Dataset entries -
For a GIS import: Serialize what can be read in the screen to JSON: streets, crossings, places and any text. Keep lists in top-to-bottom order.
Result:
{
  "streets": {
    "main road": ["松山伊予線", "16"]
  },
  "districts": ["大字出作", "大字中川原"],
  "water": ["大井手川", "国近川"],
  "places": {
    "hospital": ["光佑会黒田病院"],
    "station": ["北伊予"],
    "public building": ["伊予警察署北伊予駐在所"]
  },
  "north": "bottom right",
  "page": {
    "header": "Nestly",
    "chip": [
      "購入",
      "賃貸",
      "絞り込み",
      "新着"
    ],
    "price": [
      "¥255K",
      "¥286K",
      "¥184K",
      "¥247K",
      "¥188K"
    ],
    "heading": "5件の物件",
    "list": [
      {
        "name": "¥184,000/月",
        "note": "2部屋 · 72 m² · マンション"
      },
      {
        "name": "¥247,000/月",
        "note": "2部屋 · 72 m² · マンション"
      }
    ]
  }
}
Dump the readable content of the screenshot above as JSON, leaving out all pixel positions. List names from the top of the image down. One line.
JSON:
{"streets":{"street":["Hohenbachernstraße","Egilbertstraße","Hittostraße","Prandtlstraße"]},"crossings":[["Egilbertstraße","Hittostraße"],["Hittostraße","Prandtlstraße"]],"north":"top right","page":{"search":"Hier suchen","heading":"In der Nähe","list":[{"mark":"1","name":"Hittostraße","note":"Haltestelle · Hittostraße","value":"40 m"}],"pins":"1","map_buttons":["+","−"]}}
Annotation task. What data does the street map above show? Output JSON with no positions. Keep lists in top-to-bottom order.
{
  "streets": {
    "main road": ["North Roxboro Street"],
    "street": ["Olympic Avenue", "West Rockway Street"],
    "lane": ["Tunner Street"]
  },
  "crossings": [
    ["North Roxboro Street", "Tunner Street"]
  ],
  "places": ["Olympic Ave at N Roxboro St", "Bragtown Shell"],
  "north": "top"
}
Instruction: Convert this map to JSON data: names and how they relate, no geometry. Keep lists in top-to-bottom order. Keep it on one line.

WORK REQUEST - A complete, exact copy of the records is what is needed.

EXPECTED ANSWER -
For a GIS import: Serialize what can be read in the screen to JSON: streets, crossings, places and any text. Keep lists in top-to-bottom order.
Result:
{
  "streets": {
    "main road": ["松山伊予線", "16"]
  },
  "districts": ["大字出作", "大字中川原"],
  "water": ["大井手川", "国近川"],
  "places": {
    "hospital": ["光佑会黒田病院"],
    "station": ["北伊予"],
    "public building": ["伊予警察署北伊予駐在所"]
  },
  "north": "bottom right",
  "page": {
    "header": "Nestly",
    "chip": [
      "購入",
      "賃貸",
      "絞り込み",
      "新着"
    ],
    "price": [
      "¥255K",
      "¥286K",
      "¥184K",
      "¥247K",
      "¥188K"
    ],
    "heading": "5件の物件",
    "list": [
      {
        "name": "¥184,000/月",
        "note": "2部屋 · 72 m² · マンション"
      },
      {
        "name": "¥247,000/月",
        "note": "2部屋 · 72 m² · マンション"
      }
    ]
  }
}
Dump the readable content of the screenshot above as JSON, leaving out all pixel positions. List names from the top of the image down. One line.
JSON:
{"streets":{"street":["Hohenbachernstraße","Egilbertstraße","Hittostraße","Prandtlstraße"]},"crossings":[["Egilbertstraße","Hittostraße"],["Hittostraße","Prandtlstraße"]],"north":"top right","page":{"search":"Hier suchen","heading":"In der Nähe","list":[{"mark":"1","name":"Hittostraße","note":"Haltestelle · Hittostraße","value":"40 m"}],"pins":"1","map_buttons":["+","−"]}}
Annotation task. What data does the street map above show? Output JSON with no positions. Keep lists in top-to-bottom order.
{
  "streets": {
    "main road": ["North Roxboro Street"],
    "street": ["Olympic Avenue", "West Rockway Street"],
    "lane": ["Tunner Street"]
  },
  "crossings": [
    ["North Roxboro Street", "Tunner Street"]
  ],
  "places": ["Olympic Ave at N Roxboro St", "Bragtown Shell"],
  "north": "top"
}
Instruction: Convert this map to JSON data: names and how they relate, no geometry. Keep lists in top-to-bottom order. Keep it on one line.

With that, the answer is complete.